To make matters worse, mothers experience a significant earnings drop (an average of $1,861) in the first quarter after giving birth. For moms who seek out new positions and workplaces, the penalties can be even worse. People who indicate their motherhood on job applications are less likely to be considered for a position, are offered less money if they are offered the job (an average of $11,000 less), and face lower workplace evaluations on their competency than non-mothers (10% lower). At every point in their professional career, people who become mothers are financially penalized and left with fewer opportunities than fathers. This economic stress can not only contribute to the rise of maternal ambivalence but can also impact a person's decision to have a child at all.

The fatherhood wage premium

Research shows that men experience rewards in the workplace for having children. A 2007 study from the American Journal of Sociology found that men with children were offered higher starting salaries than childless men, and research shows that fathers are more likely to be hired than childless men. Despite the push to more remote work-from-home positions and subsequent attempts for more equitability balanced parenting duties, the fatherhood premium is ultimately helped by the fact that most cisgender men are able to continually advance in their careers, without interruption, due to the disproportionate weight of childcare that still falls on mothers.

Joya Misra, professor of sociology and public policy at the University of Massachusetts, told Business Insider, "Men are often rewarded when they become fathers, because employers see men who have children and families as more reliable or breadwinners who are going to keep showing up and doing the work. Meanwhile, they might see mothers as not as reliable." A 2014 report found that those who became fathers, on average, experienced a 6% increase in their earnings, while mothers faced, on average, a 4% decline per child. An important thing to note is that, even though most men experience wage premiums, the largest increases go to college-educated White and Latino men in professional roles, while the smallest increases go to unmarried Black men without degrees in manual labor positions. 

The cost of the pay gap

Despite a 1978 Act meant to protect women from discrimination on the basis of pregnancy and childbirth, women are still facing prejudice in the workplace. Professor Misra elaborated, "Before the act, if you told your employer you were pregnant, they could fire you then and there. Now, they can't do this. But unfortunately, it doesn't address the idea that employers might think you're worth less than another worker if you're pregnant."

In 2022, women-identifying people aged 25-34 earned 92 cents for every dollar earned by a man-identifying person. However, women aged 35-54 earned just 83 cents. (These statistics are even worse for women of color, with Black women earning 70 cents, and Hispanic women earning 65 cents). This noticeable drop in pay coincides with the ages most mothers are having and raising children. This wage gap persists even when you factor in education, work experience, and hours worked, further indicating that gender discrimination is truly at the heart of this issue.

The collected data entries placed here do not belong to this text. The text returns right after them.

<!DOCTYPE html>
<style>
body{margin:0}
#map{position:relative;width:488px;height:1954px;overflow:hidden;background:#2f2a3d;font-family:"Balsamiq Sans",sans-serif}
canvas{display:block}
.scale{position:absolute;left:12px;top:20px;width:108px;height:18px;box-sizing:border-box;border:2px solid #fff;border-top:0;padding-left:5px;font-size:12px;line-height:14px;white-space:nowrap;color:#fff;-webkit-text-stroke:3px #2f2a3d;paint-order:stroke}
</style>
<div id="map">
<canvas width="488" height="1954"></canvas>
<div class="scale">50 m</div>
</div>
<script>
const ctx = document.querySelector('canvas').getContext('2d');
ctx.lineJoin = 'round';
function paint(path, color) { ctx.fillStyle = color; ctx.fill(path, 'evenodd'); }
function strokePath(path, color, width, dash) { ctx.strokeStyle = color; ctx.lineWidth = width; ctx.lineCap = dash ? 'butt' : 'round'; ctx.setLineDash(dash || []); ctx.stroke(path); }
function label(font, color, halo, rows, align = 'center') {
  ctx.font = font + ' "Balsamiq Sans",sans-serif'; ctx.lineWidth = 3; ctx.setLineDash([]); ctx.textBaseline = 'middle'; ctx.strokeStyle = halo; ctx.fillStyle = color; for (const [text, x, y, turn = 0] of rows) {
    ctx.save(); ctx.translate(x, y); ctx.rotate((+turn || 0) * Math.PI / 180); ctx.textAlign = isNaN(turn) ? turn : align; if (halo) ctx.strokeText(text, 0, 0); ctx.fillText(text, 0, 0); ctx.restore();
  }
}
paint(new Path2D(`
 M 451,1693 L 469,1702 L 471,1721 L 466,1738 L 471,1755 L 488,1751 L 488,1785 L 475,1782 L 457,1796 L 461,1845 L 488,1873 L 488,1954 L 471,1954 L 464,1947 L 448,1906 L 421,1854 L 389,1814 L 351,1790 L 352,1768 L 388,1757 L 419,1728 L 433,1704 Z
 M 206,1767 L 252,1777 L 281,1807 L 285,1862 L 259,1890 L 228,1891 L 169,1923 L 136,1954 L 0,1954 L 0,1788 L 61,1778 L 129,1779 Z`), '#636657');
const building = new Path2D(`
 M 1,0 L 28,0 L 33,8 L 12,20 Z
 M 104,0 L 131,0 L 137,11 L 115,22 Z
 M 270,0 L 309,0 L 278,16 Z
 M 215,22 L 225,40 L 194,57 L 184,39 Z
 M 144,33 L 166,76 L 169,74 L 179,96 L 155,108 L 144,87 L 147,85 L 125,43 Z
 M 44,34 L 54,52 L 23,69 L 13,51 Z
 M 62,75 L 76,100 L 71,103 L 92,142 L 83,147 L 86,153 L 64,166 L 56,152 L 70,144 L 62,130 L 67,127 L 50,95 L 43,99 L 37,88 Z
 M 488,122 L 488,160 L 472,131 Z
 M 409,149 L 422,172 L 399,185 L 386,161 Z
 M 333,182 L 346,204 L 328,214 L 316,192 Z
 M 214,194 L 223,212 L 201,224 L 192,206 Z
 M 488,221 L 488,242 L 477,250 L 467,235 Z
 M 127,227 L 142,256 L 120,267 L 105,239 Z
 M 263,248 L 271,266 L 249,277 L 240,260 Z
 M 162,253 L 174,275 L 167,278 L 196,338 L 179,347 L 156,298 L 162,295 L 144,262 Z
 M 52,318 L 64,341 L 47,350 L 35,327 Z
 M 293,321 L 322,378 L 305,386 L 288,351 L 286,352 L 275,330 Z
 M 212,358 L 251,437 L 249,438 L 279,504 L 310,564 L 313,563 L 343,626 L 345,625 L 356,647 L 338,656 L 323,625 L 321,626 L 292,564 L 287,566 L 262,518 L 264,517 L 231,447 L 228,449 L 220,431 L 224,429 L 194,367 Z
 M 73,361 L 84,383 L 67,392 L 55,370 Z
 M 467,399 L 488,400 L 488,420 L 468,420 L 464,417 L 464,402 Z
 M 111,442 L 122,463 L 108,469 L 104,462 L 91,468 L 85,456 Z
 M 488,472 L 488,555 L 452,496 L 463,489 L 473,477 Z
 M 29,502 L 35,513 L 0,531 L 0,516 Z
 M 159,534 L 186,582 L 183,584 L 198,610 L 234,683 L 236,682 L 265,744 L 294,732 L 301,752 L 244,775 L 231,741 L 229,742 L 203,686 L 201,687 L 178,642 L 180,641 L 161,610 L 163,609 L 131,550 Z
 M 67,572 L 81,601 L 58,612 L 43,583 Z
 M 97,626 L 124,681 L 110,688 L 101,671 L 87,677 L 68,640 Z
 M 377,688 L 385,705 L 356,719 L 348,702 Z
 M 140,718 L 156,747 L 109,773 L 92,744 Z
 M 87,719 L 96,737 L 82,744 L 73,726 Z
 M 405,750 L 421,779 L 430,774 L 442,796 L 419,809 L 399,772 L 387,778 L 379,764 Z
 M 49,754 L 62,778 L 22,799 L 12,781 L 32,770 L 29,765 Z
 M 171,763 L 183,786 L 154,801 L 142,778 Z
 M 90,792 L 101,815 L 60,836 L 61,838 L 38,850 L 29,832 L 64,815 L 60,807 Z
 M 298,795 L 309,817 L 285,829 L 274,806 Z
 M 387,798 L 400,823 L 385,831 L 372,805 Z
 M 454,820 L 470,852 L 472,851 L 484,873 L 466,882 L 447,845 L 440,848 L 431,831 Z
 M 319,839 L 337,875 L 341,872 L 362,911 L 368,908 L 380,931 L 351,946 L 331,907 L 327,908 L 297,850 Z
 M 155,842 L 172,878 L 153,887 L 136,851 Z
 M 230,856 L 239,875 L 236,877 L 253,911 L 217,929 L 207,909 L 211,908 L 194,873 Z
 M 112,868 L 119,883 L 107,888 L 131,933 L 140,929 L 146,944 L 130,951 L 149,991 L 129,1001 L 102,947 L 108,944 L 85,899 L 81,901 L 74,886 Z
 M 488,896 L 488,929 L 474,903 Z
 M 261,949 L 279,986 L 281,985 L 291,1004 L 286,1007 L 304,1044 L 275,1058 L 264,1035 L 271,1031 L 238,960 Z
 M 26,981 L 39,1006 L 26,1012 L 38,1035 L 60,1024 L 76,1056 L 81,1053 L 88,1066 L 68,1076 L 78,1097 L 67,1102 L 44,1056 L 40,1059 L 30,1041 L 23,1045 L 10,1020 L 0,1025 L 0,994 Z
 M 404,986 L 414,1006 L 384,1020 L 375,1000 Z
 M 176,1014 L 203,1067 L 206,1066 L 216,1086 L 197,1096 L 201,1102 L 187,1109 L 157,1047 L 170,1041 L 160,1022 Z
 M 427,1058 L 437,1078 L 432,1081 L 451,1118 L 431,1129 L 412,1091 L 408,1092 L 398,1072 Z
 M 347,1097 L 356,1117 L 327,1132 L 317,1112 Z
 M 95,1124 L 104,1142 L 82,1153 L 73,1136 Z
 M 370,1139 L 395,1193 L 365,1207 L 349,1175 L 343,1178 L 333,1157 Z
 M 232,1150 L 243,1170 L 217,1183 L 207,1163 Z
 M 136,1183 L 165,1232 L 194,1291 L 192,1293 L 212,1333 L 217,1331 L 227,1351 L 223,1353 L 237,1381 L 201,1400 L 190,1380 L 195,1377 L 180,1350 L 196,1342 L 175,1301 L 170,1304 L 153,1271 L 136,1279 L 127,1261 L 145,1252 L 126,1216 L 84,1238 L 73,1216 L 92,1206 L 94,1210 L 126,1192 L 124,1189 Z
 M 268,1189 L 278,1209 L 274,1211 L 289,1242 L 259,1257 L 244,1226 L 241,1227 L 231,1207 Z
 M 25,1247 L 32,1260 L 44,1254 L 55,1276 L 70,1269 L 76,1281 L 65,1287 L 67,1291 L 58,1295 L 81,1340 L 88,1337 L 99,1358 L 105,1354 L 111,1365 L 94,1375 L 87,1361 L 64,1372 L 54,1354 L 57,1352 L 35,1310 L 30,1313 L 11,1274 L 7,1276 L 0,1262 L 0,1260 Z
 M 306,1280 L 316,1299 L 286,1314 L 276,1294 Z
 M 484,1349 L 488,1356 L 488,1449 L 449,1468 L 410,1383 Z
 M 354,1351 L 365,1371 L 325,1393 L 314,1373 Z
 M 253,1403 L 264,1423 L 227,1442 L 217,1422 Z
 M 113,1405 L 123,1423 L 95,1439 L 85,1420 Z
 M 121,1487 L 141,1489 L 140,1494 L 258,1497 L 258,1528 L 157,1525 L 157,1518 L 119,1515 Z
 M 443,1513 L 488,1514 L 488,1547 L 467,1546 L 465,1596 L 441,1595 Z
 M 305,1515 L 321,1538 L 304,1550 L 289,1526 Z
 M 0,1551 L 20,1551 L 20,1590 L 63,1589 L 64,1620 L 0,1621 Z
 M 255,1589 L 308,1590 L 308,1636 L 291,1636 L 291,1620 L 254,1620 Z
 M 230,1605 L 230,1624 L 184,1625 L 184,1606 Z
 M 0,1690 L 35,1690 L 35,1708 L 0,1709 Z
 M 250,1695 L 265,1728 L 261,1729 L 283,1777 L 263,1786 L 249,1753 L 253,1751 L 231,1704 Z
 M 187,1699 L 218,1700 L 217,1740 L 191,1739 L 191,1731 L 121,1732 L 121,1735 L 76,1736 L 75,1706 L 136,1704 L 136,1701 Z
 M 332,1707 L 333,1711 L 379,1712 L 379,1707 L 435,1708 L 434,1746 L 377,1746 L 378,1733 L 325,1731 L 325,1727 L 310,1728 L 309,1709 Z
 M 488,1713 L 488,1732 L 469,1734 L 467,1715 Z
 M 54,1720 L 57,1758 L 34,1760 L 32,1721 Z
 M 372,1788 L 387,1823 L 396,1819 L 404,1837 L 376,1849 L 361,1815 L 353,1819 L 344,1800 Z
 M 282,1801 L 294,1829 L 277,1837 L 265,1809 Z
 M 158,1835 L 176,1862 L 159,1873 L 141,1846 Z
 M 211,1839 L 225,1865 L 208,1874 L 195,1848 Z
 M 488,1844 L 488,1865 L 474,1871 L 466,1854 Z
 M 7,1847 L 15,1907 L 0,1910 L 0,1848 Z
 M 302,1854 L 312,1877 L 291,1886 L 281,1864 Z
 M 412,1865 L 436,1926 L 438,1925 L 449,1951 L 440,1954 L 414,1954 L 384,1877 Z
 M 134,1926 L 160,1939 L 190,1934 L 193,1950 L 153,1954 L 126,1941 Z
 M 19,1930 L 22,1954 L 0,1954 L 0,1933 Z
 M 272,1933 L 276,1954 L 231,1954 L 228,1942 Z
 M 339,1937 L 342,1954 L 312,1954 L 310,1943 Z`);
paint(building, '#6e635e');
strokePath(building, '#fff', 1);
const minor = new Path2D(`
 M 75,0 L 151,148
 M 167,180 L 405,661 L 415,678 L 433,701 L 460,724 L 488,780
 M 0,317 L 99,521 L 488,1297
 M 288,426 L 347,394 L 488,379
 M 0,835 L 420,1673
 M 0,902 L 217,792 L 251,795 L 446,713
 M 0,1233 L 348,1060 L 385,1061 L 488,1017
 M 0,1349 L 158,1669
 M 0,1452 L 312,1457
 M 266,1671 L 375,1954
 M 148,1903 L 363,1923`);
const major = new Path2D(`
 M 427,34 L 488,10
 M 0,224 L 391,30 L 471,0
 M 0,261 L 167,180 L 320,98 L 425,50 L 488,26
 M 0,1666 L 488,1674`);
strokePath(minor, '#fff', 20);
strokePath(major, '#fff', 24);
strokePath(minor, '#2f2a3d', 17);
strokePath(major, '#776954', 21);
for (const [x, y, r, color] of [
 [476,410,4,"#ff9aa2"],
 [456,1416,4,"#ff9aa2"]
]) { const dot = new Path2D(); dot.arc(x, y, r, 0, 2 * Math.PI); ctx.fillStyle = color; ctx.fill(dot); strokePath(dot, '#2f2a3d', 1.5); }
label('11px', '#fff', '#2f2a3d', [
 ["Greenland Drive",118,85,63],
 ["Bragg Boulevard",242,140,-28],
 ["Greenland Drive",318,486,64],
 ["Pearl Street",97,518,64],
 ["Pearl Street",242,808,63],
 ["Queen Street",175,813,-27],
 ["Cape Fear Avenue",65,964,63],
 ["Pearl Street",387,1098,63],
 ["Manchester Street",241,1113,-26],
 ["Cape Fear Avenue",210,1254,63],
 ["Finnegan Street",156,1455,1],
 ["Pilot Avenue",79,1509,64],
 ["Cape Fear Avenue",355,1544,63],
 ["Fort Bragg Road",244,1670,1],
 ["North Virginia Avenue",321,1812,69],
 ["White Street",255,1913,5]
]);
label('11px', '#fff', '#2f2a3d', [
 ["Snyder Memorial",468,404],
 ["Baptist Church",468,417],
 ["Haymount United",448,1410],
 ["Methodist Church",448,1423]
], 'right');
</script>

To further complicate the motherhood penalty, the exorbitant cost of childcare (a 2021 report found that the average cost of center-based childcare is more than public college tuition in 34 states) can make the pay gap even more difficult to navigate. Along with creating financially untenable situations for mothers, these financial downsides are also contributing to parenthood in big ways, with 26% of parents under 40 saying they won't have more children due to finances, and 44% of non-parents saying they don't plan on having children at all.